La leçon fut complette, ma chère, et la journée ne s’acheva pas, sans que je sentisse mes torts ; je fus assez heureuse pour que personne ne s’en apperçut, pas même Maurice. Il est bien loin de craindre de pareilles inquiétudes ; je t’avoue qu’il me seroit affreux d’avoir à rougir avec lui : combien il me trouveroit petite. Le cœur dit tout à l’amitié ; elle peut tout entendre et tout pardonner ; son caractère saint et sublime ne s’altère jamais que par le manque de confiance ; mais il n’en est pas ainsi de l’amour ; sa délicatesse est si grande, qu’une lumière trop vive le blesseroit, si un moment il n’a pas son bandeau ; il faut que le demi jour qui l’éclaire, lui en fasse l’illusion et qu’il ne puisse s’appercevoir de ce qu’il a perdu.

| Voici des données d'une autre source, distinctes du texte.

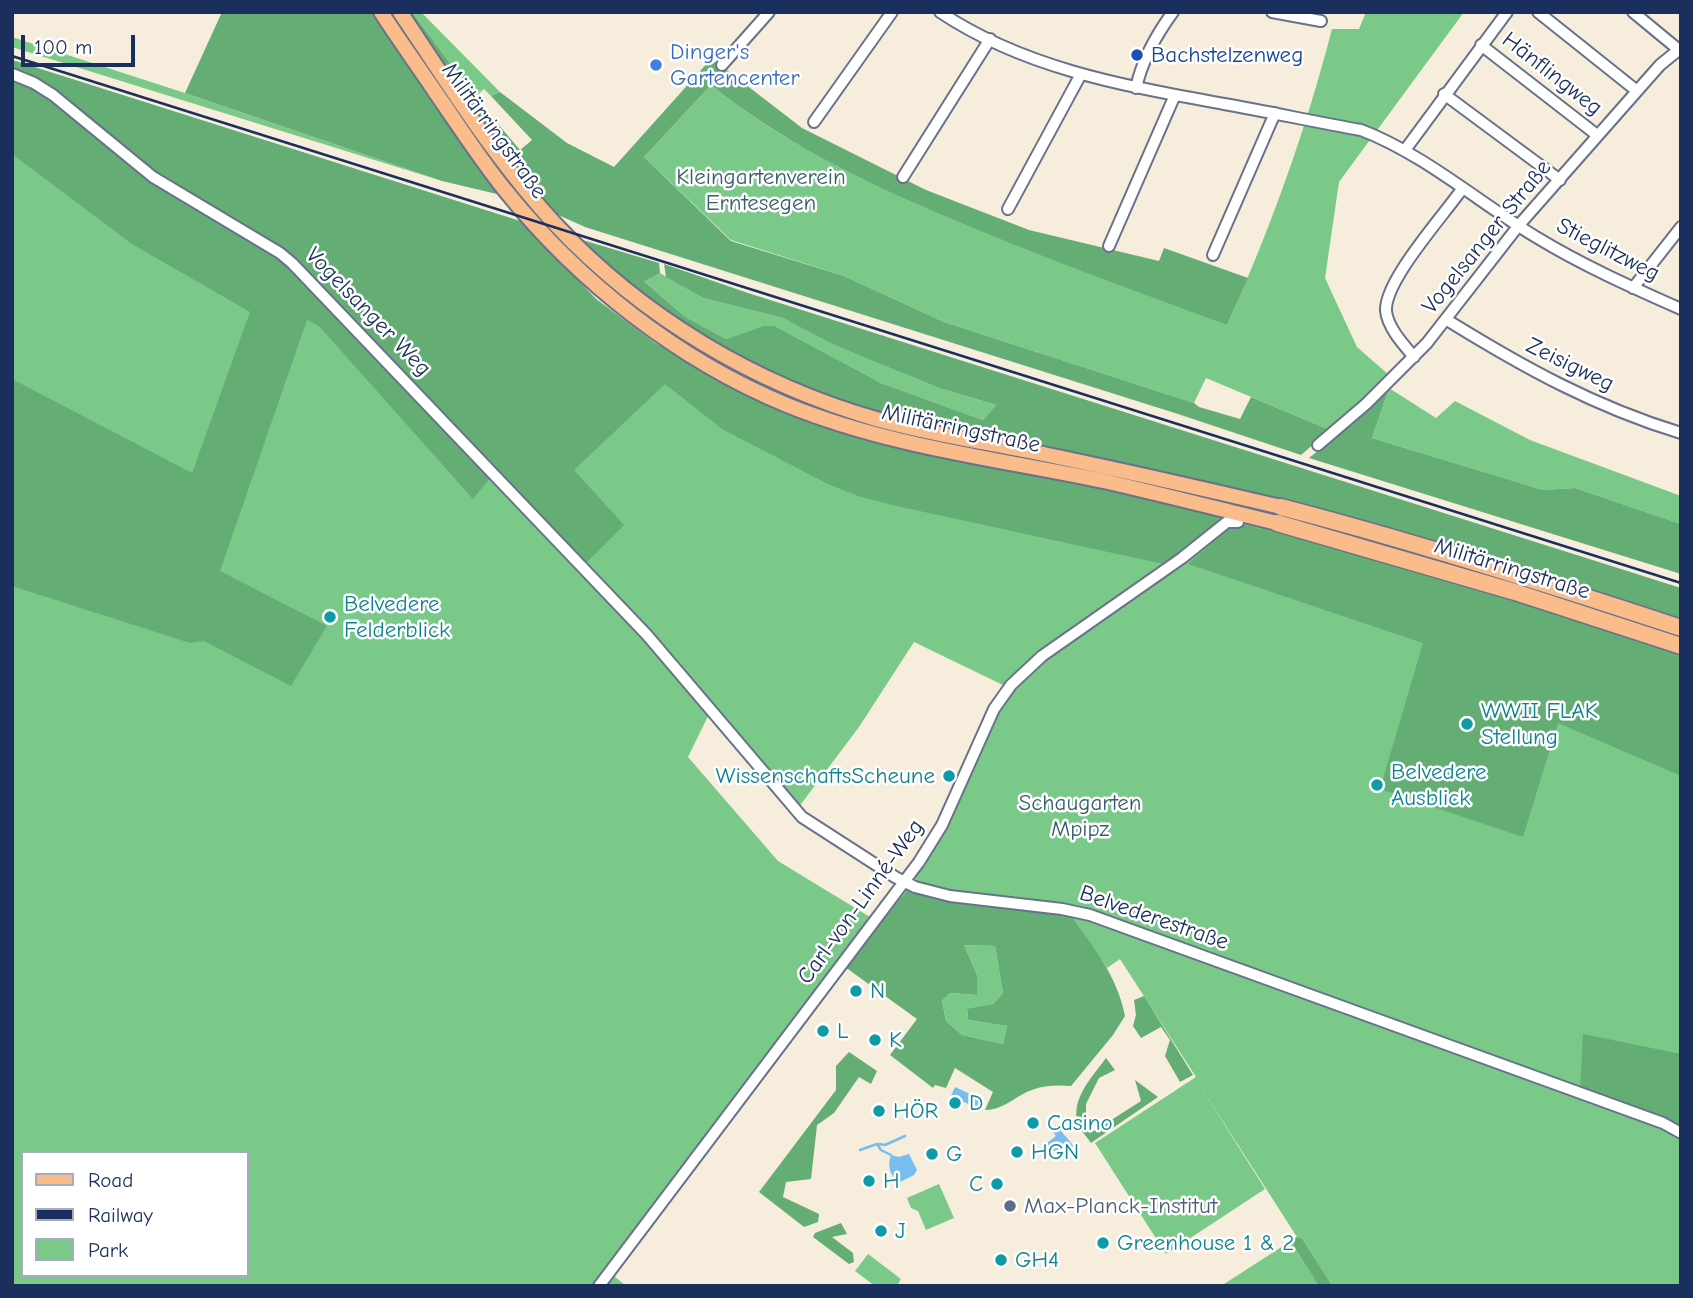 <!DOCTYPE html>
<html>
<head>
<meta charset="utf-8">
<style>
	body { margin:0 }
	#map { position:relative; width:1693px; height:1298px; overflow:hidden; background:#f6eddc; font-family:"Comic Neue",sans-serif }
	canvas { display:block }
	.frame { position:absolute; inset:0; border:14px solid #1b2f5e; pointer-events:none }
	.legend { position:absolute; left:21px; top:1151px; width:228px; height:126px; box-sizing:border-box; background:#fff; border:2px solid #a4acbf; margin:0; padding:9px 12px; list-style:none; font-size:21px; color:#1b2f5e }
	.legend li { display:flex; align-items:center; gap:14px; height:35px }
	.legend b { width:35px; border:2px solid #a4acbf }
	.scale { position:absolute; left:21px; top:35px; width:114px; height:32px; box-sizing:border-box; border:4px solid #1b2f5e; border-top:0; padding-left:9px; font-size:21px; line-height:24px; white-space:nowrap; color:#1b2f5e; -webkit-text-stroke:5px #fff; paint-order:stroke }
</style>
</head>
<body>
<div id="map">
<canvas width="1693" height="1298"></canvas>
<div class="frame"></div>
<ul class="legend">
<li><b style="height:9px;background:#f9bc8a"></b>Road</li>
<li><b style="height:9px;background:#1b2f5e"></b>Railway</li>
<li><b style="height:19px;background:#7bc989"></b>Park</li>
</ul>
<div class="scale">100 m</div>
</div>
<script>
const ctx = document.querySelector('canvas').getContext('2d');
ctx.lineJoin = 'round';
function fill(path, color) { ctx.fillStyle = color; ctx.fill(path, 'evenodd'); }
function strokePath(path, color, width, dash) { ctx.strokeStyle = color; ctx.lineWidth = width; ctx.lineCap = dash ? 'butt' : 'round'; ctx.setLineDash(dash || []); ctx.stroke(path); }
function write(font, color, halo, rows, align = 'center') {
  ctx.font = font + ' "Comic Neue",sans-serif'; ctx.lineWidth = 5; ctx.setLineDash([]); ctx.textBaseline = 'middle'; ctx.strokeStyle = halo; ctx.fillStyle = color; for (const [text, x, y, turn = 0] of rows) {
    ctx.save(); ctx.translate(x, y); ctx.rotate((+turn || 0) * Math.PI / 180); ctx.textAlign = isNaN(turn) ? turn : align; if (halo) ctx.strokeText(text, 0, 0); ctx.fillText(text, 0, 0); ctx.restore();
  }
}
fill(new Path2D(`
	M412,12H421L500,92L491,96L484,89L475,97Z
	M1366,12H1464L1339,182L1325,278L1357,347L1389,375L1330,430L1206,378L1194,403L944,322L844,276L731,240L644,157L711,85C799,157 903,198 1008,239C1081,268 1154,296 1227,325C1270,230 1306,130 1332,29H1359Z
	M12,37L185,93L442,181L12,47Z
	M12,60L523,222L596,299L655,343L779,411L927,453L1277,528L1681,649L1680,1286H1221L1297,1237L1197,1081L1265,1189L1166,1254L1095,1143L1196,1077L1120,959L1107,968L1071,915L921,885L915,878L948,822L1007,687L914,642L859,727L798,808L713,706L688,757L778,861L870,917L607,1270L626,1286H12ZM23,1153H247V1275H23Z
	M660,273L703,298L783,318L880,364L939,388L996,405L983,420L881,383L775,326H763L726,339L684,316L643,280Z
	M1389,388L1436,418L1455,401L1530,440L1681,496V524L1575,488L1543,490L1372,438Z
	M964,945L995,946L1003,993L993,1004L967,1010L968,1020L1007,1026L1003,1044L962,1035L946,1021L942,999L950,993L977,995V975Z
	M939,1184L954,1218L926,1230L918,1211L911,1208L907,1198Z
	M868,1254L901,1279L897,1286H875L855,1271Z`), '#7bc989');
fill(new Path2D(`
	M222,12H374L473,159L501,195L442,181L185,93Z
	M412,12L475,97L520,150L532,140L491,96L500,92L567,143L614,167L710,60L719,64L802,128L926,190L1029,230L1159,261L1164,248L1248,278L1227,325C1130,289 1033,254 938,213C858,179 779,140 711,85L644,157L731,241L844,276L944,322L1194,403L1199,407L1240,419L1251,397L1330,430L1301,455L1178,414L585,227L545,209L515,170L407,14Z
	M12,60L523,222L596,299L655,343L779,411L927,453L1062,479L1218,514L1219,522L1168,561V565L892,505L858,496L828,484L722,429L665,384L574,470L624,525L580,569L491,477L473,499L319,326L307,320L220,571L327,626L291,686L204,641L190,643L12,586V379L192,473L250,312L132,244L12,154Z
	M576,238L659,263L660,273L644,281L684,316L726,339L763,326H775L881,383L983,420L996,405L939,388L880,364L831,343L783,318L703,298L666,277L664,264L748,293L1681,588V618H1671L1496,560L1329,513L1201,481L1048,448L928,425L814,393L724,351L641,296Z
	M1389,388L1372,438L1543,490L1575,488L1681,524V574L1309,458L1345,429Z
	M1241,524L1273,532L1277,528L1681,649V776L1558,723L1523,837L1380,789L1423,643L1188,564L1233,525Z
	M908,889L1071,915C1094,949 1117,975 1125,1016L1113,1035L1071,1086C1057,1085 1045,1085 1032,1090C1013,1097 1006,1109 985,1110L993,1092L955,1068L946,1088L935,1085L933,1088L890,1055L917,1019L845,967ZM964,945L995,946L1003,993L993,1004L967,1009L968,1020L1007,1026L1003,1044L962,1035L946,1021L942,1000L950,993L977,995V975Z
	M1144,996L1193,1075L1180,1082L1165,1056L1170,1040L1161,1027L1141,1038L1133,1026L1136,1015L1134,1000Z
	M1583,1034L1681,1054V1129L1580,1090Z
	M849,1052L877,1071L871,1084L859,1077L834,1113L817,1125L811,1179L786,1182L783,1197L819,1214L818,1222L804,1227L759,1192L836,1090V1066Z
	M1106,1058L1115,1070L1099,1078L1086,1104V1122L1094,1131L1141,1101L1135,1080L1158,1097L1091,1143C1087,1137 1080,1130 1078,1124C1070,1099 1093,1076 1106,1058Z
	M841,1223L847,1234L832,1237L853,1253L854,1262L849,1264L813,1237L815,1233Z
	M1297,1237L1302,1239L1332,1286H1319L1291,1241Z`), '#64ad75');
fill(new Path2D(`
	M955,1087L981,1099L977,1108L951,1096Z
	M1056,1125L1059,1126C1061,1134 1069,1138 1073,1146L1070,1150L1054,1151L1043,1146L1056,1136L1052,1131Z
	M909,1154L917,1170L914,1175L898,1183C890,1174 887,1167 891,1155L899,1157Z`), '#77bdee');
strokePath(new Path2D(`
	M879,1144L885,1145L905,1136
	M860,1150L877,1144L881,1150L891,1155`), '#77bdee', 2.5);
const minor = new Path2D(`
	M940,12C1025,69 1126,86 1224,104C1270,112 1315,122 1361,130C1422,153 1480,203 1536,237C1582,265 1631,287 1681,309
	M1272,12L1321,21
	M1538,12L1637,91
	M1633,12L1679,50
	M1481,45L1597,135
	M722,65L769,12
	M12,74L34,83L53,95L153,177L280,253L292,263L647,635L802,817L895,877L915,887L950,896L1062,909L1090,915L1663,1123L1681,1133
	M1136,88C1142,61 1156,35 1173,12
	M1444,94L1560,180
	M814,122L892,12
	M1405,150L1507,12
	M903,177L990,39
	M1008,209L1081,74
	M1109,246L1175,95
	M1213,255L1275,113
	M1633,288L1681,227
	M1447,320C1523,367 1595,407 1681,433
	M1414,357C1403,344 1388,328 1386,311C1384,281 1444,215 1462,189
	M1318,445L1366,404L1427,343L1519,225L1660,65L1681,48
	M599,1286L919,862L942,825L994,709L1011,685L1042,656L1182,558L1227,522H1238`);
const major = new Path2D(`
	M381,12C399,40 418,66 436,93C459,126 480,159 505,190C579,282 678,360 787,405C890,447 1000,459 1108,482C1164,495 1220,509 1277,523
	M400,12C449,85 497,162 557,226C644,318 755,384 876,419C933,435 991,443 1048,455C1126,471 1204,489 1281,507`);
const highway = new Path2D(`
	M1281,507C1416,542 1548,584 1681,628
	M1277,523L1515,592L1681,646`);
strokePath(minor, '#68728a', 14);
strokePath(major, '#68728a', 18);
strokePath(highway, '#68728a', 19);
strokePath(minor, '#fff', 10);
strokePath(major, '#f9bc8a', 14);
strokePath(highway, '#f9bc8a', 16);
strokePath(new Path2D(`
	M12,56L1681,583`), '#1b2f5e', 2.5);
for (const [x, y, r, color] of [
	[1137,55,7,"#1a4fb4"],
	[656,65,7,"#3f7fe0"],
	[330,617,7,"#0f9aa8"],
	[1467,724,7,"#0f9aa8"],
	[949,776,7,"#0f9aa8"],
	[1377,785,7,"#0f9aa8"],
	[856,991,7,"#0f9aa8"],
	[823,1031,7,"#0f9aa8"],
	[875,1040,7,"#0f9aa8"],
	[955,1103,7,"#0f9aa8"],
	[879,1111,7,"#0f9aa8"],
	[1033,1123,7,"#0f9aa8"],
	[1017,1152,7,"#0f9aa8"],
	[932,1154,7,"#0f9aa8"],
	[869,1181,7,"#0f9aa8"],
	[997,1184,7,"#0f9aa8"],
	[1010,1206,7,"#5c6f8a"],
	[881,1231,7,"#0f9aa8"],
	[1103,1243,7,"#0f9aa8"],
	[1001,1260,7,"#0f9aa8"]
]) { const dot = new Path2D(); dot.arc(x, y, r, 0, 2 * Math.PI); ctx.fillStyle = color; ctx.fill(dot); strokePath(dot, '#fff', 2.5); }
write('23px', '#366cbe', '#fff', [
	["Dinger's",670,52],
	["Gartencenter",670,78]
], 'left');
write('23px', '#164399', '#fff', [
	["Bachstelzenweg",1151,55]
], 'left');
write('23px', '#1b2f5e', '#fff', [
	["Hänflingweg",1552,74,38],
	["Militärringstraße",494,131,54],
	["Vogelsanger Straße",1487,237,-51],
	["Stieglitzweg",1608,250,27],
	["Vogelsanger Weg",368,312,46],
	["Zeisigweg",1570,365,26],
	["Militärringstraße",961,429,12],
	["Militärringstraße",1512,569,17],
	["Carl-von-Linné-Weg",861,902,-54],
	["Belvederestraße",1154,918,19]
]);
write('23px', '#385d6b', '#fff', [
	["Kleingartenverein",761,177],
	["Erntesegen",761,203],
	["Schaugarten",1080,803],
	["Mpipz",1080,829]
]);
write('23px', '#0d838f', '#fff', [
	["Belvedere",344,604],
	["Felderblick",344,630],
	["WWII FLAK",1481,711],
	["Stellung",1481,737],
	["Belvedere",1391,772],
	["Ausblick",1391,798],
	["WissenschaftsScheune",935,776,"right"],
	["N",870,991],
	["L",837,1031],
	["K",889,1040],
	["D",969,1103],
	["HÖR",893,1111],
	["Casino",1047,1123],
	["HGN",1031,1152],
	["G",946,1154],
	["H",883,1181],
	["C",983,1184,"right"],
	["J",895,1231],
	["Greenhouse 1 & 2",1117,1243],
	["GH4",1015,1260]
], 'left');
write('23px', '#4e5e75', '#fff', [
	["Max-Planck-Institut",1024,1206]
], 'left');
</script>
</body>
</html>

Revenue à moi, tu juges bien qu’Agathe a retrouvé son amie ; avant de nous quitter, elle a repris tous ses droits. Je trouvai du bonheur à lui faire le sacrifice du petit chagrin qu’elle m’avoit donné. Sa franchise se livra à mes carresses ; son bon cœur, sûrement, ignore encore le mal qu’elle peut faire.
Voilà, chère Clémence, la confession entière de ta pauvre amie ; conviens au moins que je sais réparer mes torts ; pour toi, qui n’en eus jamais de cette espèce, ne sois pas trop fière ; il est beau d’avoir de l’indulgence pour des foiblesses qu’on n’a point ; mais je te promets de n’être plus jalouse que pour toi : oh ! cela, je ne pardonnerois à personne de vouloir occuper ma place dans ton cœur ; fut-ce un mari ; et tu m’entends ; c’est que jamais dans le mien, la tienne ne sera prise. Oui, ma chère, si ma destinée me rend épouse et mère, je me souviendrai toujours de ce que tu fus pour moi, dans ma jeunesse ; et la seconde mère de mes enfans n’auroit qu’un titre de plus, qui resserreroit encore des nœuds si chers. Adieu, ma bonne cousine, ange de mes affections ; que le ciel veille sur toi, comme je t’aime.